How to complete this task: Search the listing for the word "Head" and return each line that contains it.

Data records:
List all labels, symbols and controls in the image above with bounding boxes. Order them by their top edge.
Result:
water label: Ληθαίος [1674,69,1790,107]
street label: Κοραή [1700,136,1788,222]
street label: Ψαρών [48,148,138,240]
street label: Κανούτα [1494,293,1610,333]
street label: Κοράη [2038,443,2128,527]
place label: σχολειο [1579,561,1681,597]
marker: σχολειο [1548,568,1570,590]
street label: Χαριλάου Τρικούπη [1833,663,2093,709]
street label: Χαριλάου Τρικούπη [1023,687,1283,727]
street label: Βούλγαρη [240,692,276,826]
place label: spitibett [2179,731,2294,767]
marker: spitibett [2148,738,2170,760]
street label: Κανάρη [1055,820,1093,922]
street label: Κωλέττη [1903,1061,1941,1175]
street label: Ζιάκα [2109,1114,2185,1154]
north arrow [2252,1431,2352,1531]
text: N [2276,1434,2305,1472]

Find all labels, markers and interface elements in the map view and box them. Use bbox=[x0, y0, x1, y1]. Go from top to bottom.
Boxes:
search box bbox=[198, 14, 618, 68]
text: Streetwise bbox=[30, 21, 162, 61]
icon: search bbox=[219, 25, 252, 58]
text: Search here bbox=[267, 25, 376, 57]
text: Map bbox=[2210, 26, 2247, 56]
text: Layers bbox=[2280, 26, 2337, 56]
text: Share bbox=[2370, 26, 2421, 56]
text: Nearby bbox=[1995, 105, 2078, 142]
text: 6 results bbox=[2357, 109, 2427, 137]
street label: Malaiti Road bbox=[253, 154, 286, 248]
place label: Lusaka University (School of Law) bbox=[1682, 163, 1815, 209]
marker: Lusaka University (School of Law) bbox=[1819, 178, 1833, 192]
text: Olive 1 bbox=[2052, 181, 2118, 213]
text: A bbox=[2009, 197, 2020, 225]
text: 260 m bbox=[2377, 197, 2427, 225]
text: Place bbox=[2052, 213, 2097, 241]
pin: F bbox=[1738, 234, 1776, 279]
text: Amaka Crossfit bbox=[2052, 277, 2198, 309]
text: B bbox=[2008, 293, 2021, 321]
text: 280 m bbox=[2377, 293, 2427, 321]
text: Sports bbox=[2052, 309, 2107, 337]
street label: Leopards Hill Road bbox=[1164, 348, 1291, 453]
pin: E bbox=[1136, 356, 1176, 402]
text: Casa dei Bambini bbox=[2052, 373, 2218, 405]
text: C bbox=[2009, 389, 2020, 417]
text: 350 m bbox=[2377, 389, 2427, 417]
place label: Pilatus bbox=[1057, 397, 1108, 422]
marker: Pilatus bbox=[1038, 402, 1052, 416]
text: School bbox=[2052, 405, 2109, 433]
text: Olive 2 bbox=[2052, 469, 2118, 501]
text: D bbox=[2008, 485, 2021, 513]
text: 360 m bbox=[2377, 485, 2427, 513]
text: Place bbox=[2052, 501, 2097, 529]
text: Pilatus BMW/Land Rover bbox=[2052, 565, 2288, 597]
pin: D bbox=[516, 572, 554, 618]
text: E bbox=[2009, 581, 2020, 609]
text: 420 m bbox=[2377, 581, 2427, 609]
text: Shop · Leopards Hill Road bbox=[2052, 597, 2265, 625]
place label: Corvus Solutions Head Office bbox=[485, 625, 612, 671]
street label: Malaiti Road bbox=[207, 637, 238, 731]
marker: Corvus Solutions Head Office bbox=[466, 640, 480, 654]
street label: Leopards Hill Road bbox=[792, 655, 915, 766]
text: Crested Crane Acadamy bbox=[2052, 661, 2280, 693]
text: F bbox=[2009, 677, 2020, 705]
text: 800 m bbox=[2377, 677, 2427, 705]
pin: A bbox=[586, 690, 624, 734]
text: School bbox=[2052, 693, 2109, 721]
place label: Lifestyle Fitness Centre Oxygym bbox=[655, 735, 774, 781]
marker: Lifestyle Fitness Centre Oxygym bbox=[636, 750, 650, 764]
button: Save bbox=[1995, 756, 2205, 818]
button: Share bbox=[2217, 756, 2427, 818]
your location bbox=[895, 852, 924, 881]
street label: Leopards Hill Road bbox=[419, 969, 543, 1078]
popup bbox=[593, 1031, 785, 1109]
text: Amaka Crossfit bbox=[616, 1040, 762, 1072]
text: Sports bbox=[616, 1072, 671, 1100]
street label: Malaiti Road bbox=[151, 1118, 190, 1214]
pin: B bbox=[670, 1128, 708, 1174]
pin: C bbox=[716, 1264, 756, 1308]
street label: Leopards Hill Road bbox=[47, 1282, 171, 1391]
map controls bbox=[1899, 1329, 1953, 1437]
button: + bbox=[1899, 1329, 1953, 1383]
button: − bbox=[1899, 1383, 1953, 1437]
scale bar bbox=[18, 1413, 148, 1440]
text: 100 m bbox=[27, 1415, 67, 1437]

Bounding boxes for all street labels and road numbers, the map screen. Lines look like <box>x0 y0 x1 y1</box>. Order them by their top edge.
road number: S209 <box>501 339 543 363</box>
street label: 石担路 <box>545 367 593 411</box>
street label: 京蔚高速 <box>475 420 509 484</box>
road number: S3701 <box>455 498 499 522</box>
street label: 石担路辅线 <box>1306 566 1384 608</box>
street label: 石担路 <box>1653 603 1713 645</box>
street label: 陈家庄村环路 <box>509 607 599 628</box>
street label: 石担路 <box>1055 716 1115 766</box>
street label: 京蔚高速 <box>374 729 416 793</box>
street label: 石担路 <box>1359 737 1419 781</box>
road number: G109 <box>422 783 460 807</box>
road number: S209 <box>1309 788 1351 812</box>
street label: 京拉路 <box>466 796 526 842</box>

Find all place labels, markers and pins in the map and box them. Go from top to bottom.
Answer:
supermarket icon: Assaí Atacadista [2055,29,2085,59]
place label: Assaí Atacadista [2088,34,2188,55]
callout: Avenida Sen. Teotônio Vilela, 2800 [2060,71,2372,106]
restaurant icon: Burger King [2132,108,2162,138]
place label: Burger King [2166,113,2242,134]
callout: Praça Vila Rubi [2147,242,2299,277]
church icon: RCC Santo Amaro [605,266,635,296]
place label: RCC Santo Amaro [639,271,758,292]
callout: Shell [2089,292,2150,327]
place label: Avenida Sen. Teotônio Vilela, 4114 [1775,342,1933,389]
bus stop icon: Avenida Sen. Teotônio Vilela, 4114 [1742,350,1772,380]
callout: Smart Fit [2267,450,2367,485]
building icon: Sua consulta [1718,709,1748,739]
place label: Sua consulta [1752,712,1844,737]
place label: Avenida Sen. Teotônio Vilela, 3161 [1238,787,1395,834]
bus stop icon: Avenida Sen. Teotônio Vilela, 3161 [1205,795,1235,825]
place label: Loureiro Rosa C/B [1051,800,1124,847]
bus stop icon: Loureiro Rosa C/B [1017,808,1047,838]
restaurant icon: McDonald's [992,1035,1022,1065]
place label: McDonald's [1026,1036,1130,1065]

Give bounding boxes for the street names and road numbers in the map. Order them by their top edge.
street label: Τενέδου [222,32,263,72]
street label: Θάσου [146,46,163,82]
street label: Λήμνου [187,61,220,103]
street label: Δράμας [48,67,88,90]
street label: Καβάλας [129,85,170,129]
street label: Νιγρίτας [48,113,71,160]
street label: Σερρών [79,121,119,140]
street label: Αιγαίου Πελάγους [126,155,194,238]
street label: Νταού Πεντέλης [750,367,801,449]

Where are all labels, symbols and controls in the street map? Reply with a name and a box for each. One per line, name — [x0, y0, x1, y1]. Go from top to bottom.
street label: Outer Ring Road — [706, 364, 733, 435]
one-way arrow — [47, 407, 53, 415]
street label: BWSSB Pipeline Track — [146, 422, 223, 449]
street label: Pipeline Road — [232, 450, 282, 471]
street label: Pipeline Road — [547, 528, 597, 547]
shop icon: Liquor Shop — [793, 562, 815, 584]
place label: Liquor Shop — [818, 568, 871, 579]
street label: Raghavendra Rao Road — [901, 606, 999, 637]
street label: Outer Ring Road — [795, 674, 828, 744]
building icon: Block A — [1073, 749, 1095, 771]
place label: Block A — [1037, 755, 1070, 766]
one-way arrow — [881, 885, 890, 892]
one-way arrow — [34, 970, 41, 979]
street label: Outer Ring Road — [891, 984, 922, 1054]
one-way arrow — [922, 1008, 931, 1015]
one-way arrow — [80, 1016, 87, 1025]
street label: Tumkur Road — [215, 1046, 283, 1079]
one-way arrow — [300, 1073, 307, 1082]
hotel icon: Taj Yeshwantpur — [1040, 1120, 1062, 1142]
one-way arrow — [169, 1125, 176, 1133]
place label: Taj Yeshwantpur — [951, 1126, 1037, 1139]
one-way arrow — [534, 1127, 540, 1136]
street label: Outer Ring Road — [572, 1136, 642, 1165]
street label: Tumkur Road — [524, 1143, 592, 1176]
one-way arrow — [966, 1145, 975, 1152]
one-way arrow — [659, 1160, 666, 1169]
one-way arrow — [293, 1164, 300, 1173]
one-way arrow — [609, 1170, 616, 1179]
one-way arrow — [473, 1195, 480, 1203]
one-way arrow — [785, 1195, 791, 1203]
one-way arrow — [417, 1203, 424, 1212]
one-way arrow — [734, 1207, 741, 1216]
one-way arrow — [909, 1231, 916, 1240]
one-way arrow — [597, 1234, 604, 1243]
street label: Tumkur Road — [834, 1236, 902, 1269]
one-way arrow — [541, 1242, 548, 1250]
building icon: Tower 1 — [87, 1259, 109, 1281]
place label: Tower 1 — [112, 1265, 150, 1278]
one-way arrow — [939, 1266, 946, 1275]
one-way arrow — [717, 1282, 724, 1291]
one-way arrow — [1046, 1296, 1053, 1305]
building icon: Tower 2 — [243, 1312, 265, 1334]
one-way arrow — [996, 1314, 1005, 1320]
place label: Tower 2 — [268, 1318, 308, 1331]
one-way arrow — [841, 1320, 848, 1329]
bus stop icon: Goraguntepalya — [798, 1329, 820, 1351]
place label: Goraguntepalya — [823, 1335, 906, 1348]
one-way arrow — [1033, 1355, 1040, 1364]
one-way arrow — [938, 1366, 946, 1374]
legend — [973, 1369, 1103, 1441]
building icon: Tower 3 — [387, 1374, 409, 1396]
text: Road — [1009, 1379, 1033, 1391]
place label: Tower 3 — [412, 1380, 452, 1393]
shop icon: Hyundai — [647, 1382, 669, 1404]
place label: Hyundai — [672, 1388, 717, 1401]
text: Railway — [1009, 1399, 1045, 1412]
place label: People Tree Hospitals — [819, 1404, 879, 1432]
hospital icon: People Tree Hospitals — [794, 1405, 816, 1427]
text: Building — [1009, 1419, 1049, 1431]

Exercise answer:
place label: Corvus Solutions Head Office bbox=[485, 625, 612, 671]
marker: Corvus Solutions Head Office bbox=[466, 640, 480, 654]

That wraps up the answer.